Collected data entries:
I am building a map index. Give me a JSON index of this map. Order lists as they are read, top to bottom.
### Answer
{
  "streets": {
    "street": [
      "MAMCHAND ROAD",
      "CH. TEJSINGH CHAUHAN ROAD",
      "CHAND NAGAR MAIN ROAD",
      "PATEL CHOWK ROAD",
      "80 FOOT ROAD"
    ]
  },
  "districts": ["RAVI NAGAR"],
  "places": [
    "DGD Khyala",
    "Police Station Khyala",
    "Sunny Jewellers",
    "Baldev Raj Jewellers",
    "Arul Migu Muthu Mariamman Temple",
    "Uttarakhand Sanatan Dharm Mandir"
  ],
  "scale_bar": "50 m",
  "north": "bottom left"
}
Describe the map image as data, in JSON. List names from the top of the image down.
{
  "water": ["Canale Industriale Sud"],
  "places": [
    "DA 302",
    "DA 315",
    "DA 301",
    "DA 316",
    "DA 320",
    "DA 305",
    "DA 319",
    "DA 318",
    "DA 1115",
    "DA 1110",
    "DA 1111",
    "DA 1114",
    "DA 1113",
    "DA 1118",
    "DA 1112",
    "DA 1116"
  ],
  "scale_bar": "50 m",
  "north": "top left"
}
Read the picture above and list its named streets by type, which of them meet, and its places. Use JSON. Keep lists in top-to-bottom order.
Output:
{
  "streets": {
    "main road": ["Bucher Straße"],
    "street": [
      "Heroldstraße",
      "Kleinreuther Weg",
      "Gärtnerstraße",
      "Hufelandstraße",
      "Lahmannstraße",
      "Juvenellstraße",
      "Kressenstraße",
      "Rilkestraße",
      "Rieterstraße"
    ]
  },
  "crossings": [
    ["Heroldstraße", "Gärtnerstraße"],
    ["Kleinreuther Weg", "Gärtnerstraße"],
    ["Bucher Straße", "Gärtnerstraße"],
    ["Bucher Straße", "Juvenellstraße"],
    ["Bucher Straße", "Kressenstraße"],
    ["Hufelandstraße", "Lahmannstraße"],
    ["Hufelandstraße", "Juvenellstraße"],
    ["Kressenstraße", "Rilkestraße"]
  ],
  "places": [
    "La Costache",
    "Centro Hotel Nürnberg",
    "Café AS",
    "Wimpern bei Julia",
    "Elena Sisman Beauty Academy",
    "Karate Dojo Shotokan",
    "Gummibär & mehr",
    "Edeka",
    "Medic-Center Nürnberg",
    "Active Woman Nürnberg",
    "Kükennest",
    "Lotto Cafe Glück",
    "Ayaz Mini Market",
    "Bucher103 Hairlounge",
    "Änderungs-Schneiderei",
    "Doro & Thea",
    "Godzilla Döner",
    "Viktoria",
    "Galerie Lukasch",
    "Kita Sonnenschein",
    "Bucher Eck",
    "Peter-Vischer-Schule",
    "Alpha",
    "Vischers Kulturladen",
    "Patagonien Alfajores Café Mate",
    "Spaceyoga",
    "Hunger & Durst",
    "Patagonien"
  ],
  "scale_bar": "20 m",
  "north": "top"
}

- _What is expected_:
When the line containing "Read the picture" is reached, include it and stop. Until then, output each line of the entries exactly as given, starting from the first.

- _Output for this task_:
I am building a map index. Give me a JSON index of this map. Order lists as they are read, top to bottom.
### Answer
{
  "streets": {
    "street": [
      "MAMCHAND ROAD",
      "CH. TEJSINGH CHAUHAN ROAD",
      "CHAND NAGAR MAIN ROAD",
      "PATEL CHOWK ROAD",
      "80 FOOT ROAD"
    ]
  },
  "districts": ["RAVI NAGAR"],
  "places": [
    "DGD Khyala",
    "Police Station Khyala",
    "Sunny Jewellers",
    "Baldev Raj Jewellers",
    "Arul Migu Muthu Mariamman Temple",
    "Uttarakhand Sanatan Dharm Mandir"
  ],
  "scale_bar": "50 m",
  "north": "bottom left"
}
Describe the map image as data, in JSON. List names from the top of the image down.
{
  "water": ["Canale Industriale Sud"],
  "places": [
    "DA 302",
    "DA 315",
    "DA 301",
    "DA 316",
    "DA 320",
    "DA 305",
    "DA 319",
    "DA 318",
    "DA 1115",
    "DA 1110",
    "DA 1111",
    "DA 1114",
    "DA 1113",
    "DA 1118",
    "DA 1112",
    "DA 1116"
  ],
  "scale_bar": "50 m",
  "north": "top left"
}
Read the picture above and list its named streets by type, which of them meet, and its places. Use JSON. Keep lists in top-to-bottom order.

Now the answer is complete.